Borges, el más grande y punto
Menotti, que es todo un catedrático del fútbol, se la pasa diciendo que es mejor evitar la comparación Pelé-Maradona-Messi porque los tres fueron los mejores del tiempo que les tocó jugar y punto. Pero los fanáticos quieren una respuesta, y nada les evitará seguir sacando cuentas y viendo videos hasta tenerla.

En literatura la cosa es un poco diferente. Quien se ponga a preguntar por “el mejor escritor” escuchará irremediablemente que “todo es cuestión de gustos”, sentencia que mete en el mismo saco a la señora que escribió Harry Potter, a García Márquez y a algún japonés autor de haikus, como si escribir fuera cualquier vaina.

Pero aparte de representar palabras o ideas con letras, escribir es –decía Fernández Santos– proyectar mundos a la medida propia o –como pensaba Paul Auster– crear otra realidad.

Si partimos de esos dos últimos conceptos, advertimos que las invenciones sí se pueden juzgar hasta darnos el entretenimiento inútil de buscar al mejor escritor. ¿Cuál mundo está más completo? ¿Cuál realidad está mejor elaborada?

Esta semana estamos celebrando el 116 aniversario de Jorge Luis Borges y la fecha es propicia para explicar por qué fue el más grande escritor del siglo XX y punto.

Lo primero que le ocurre a quien lee a Borges es la perplejidad. ¿Qué es esto? ¿Cómo se le ocurrió? Incluso si al lector no le gustó el texto, sabrá que está delante de algo superior. Como un hincha del Real Madrid que ve jugar a Messi y debe aceptar con rabia que es el más grande, Borges no es cuestión de gustos.

Dueño de la capacidad narrativa de alterar el tiempo, el espacio, las matemáticas y la lógica; capaz de producir auténticos “escándalos para la razón” de los lectores, su figura se llenó tanto de mito que en algún momento se llegó a especular sobre la posibilidad de que nunca había existido y que más bien había sido la invención de un grupo de escritores argentinos que le pagaron a un actor para hacerse pasar por aquel erudito total de voz lenta y gastada.

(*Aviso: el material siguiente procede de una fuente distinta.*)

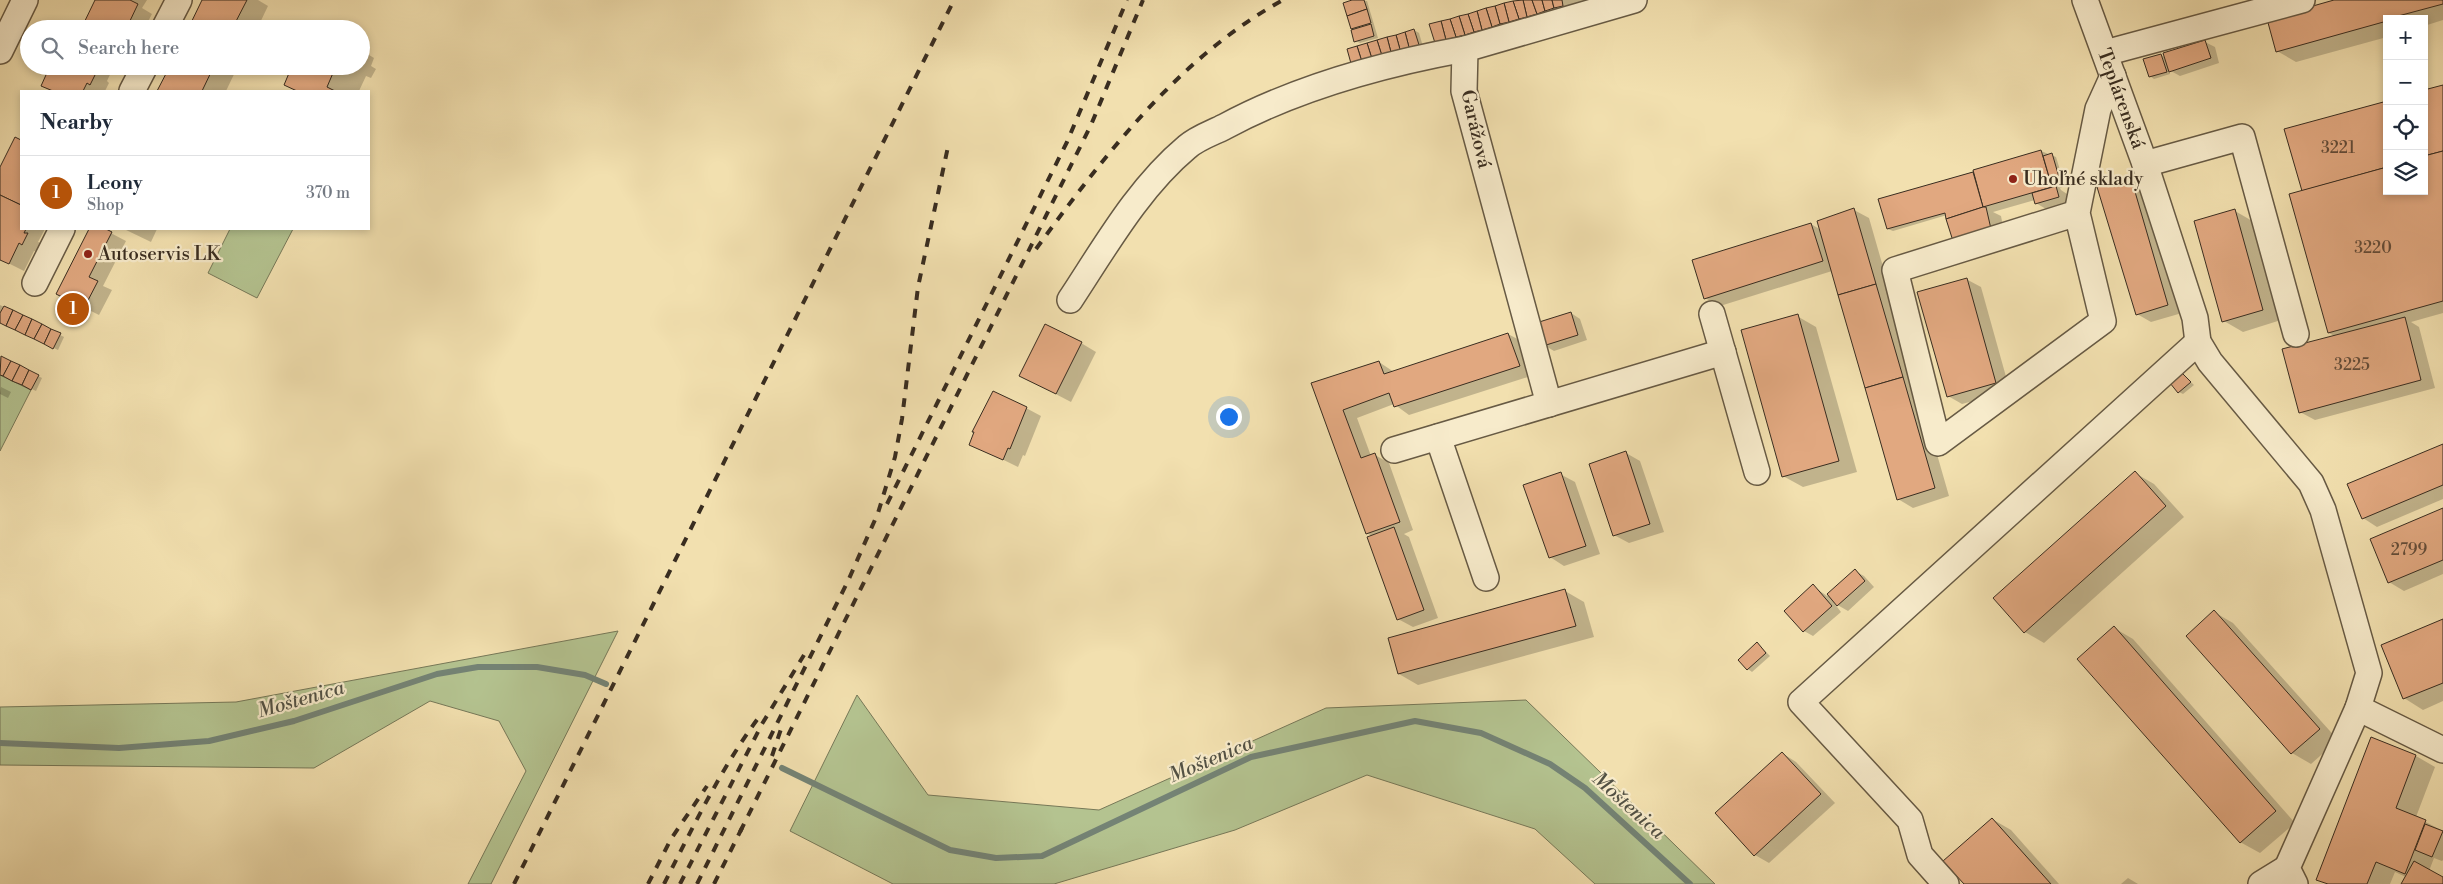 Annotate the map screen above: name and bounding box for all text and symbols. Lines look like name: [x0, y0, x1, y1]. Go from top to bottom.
map controls: [2383, 15, 2428, 195]
button: +: [2383, 15, 2428, 60]
search box: [20, 20, 370, 75]
icon: search: [38, 34, 66, 62]
text: Search here: [78, 36, 179, 60]
street label: Teplárenská: [2092, 45, 2151, 152]
button: −: [2383, 60, 2428, 105]
street label: Garážová: [1455, 87, 1497, 171]
button: locate: [2383, 105, 2428, 150]
text: Nearby: [40, 110, 113, 136]
house number: 3221: [2321, 138, 2355, 158]
button: layers: [2383, 150, 2428, 195]
place label: Uhoľné sklady: [2023, 167, 2144, 191]
text: Leony: [87, 171, 143, 195]
marker: Uhoľné sklady: [2007, 173, 2019, 185]
text: 1: [52, 183, 60, 203]
text: 370 m: [306, 183, 350, 203]
text: Shop: [87, 195, 124, 215]
house number: 3220: [2354, 238, 2392, 258]
place label: Autoservis LK: [97, 242, 221, 266]
marker: Autoservis LK: [82, 248, 94, 260]
pin: 1: [57, 290, 89, 328]
house number: 3225: [2334, 355, 2370, 375]
your location: [1216, 404, 1242, 430]
house number: 2799: [2391, 540, 2427, 560]
water label: Moštenica: [255, 675, 348, 724]
water label: Moštenica: [1165, 731, 1258, 789]
water label: Moštenica: [1586, 767, 1670, 846] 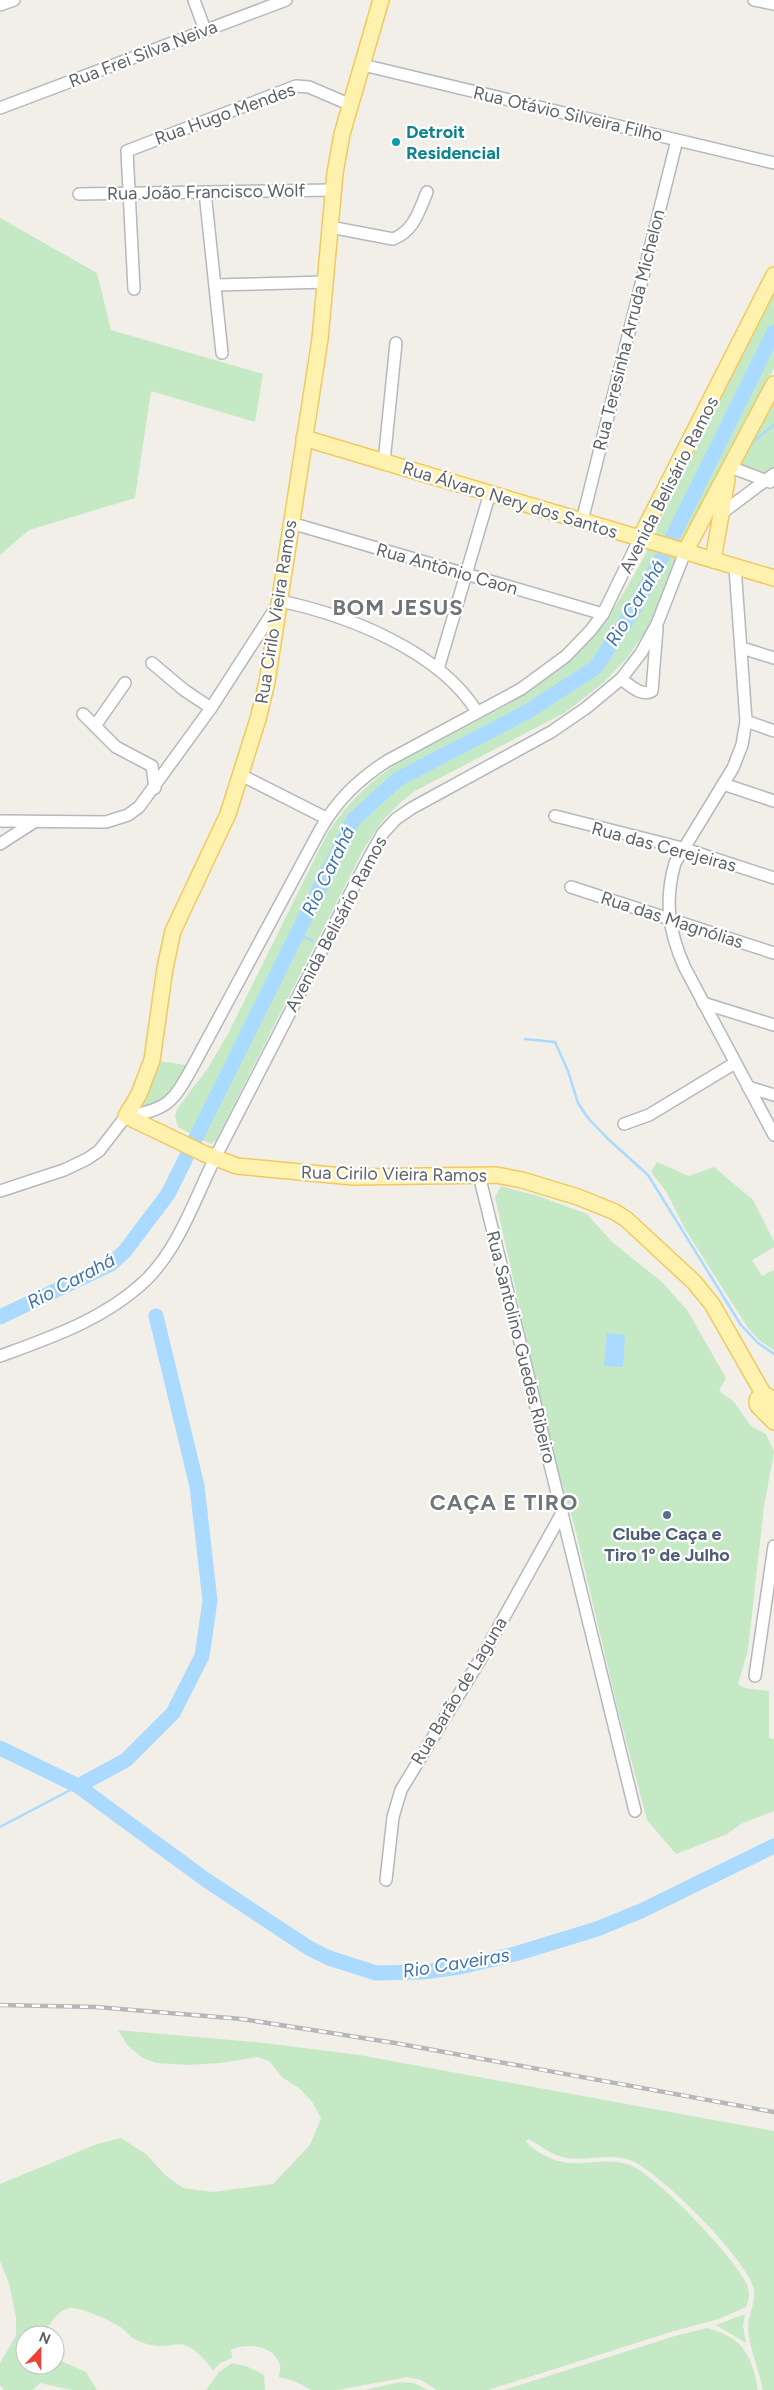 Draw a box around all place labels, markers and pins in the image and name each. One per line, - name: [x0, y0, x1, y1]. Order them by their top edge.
- place label: Detroit Residencial: [406, 121, 500, 164]
- marker: Detroit Residencial: [390, 136, 402, 148]
- marker: Clube Caça e Tiro 1º de Julho: [661, 1509, 673, 1521]
- place label: Clube Caça e Tiro 1º de Julho: [604, 1523, 730, 1566]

Pero Borges sí existió. A los 4 años de edad ya sabía leer y escribir, a los 7 escribió su primer cuento, “La visera fatal”, y un ensayo en inglés de la mitología griega; a los 9 tradujo al español “El príncipe feliz” de Oscar Wilde… y así se le fue la vida leyendo.

Nunca escribió una novela. Solo cuentos breves, ensayos y poemas. Borges creía que era innecesario estirar una historia que fácilmente se podía contar en unas cuantas páginas. Por eso, por la rara temática de su obra, y a lo mejor por su posición política, los premios y los halagos le llegaron tarde.

Pocos escritores han logrado analizar el alcance de la obra de Jorge Luis Borges tan bien como Ricardo Piglia, quien sostiene que en el siglo XX hubo dos escritores fundamentales: Borges y Kafka, y que por eso existen lo borgiano y lo kafkiano por encima de todo.

Julio Cortazar

Según Piglia, sin Borges no habría existido, por ejemplo, la “Lolita” de Navokov porque las contradicciones del protagonista están planteadas en el cuento “Tlön, Uqbar, Orbis Tertius” del argentino.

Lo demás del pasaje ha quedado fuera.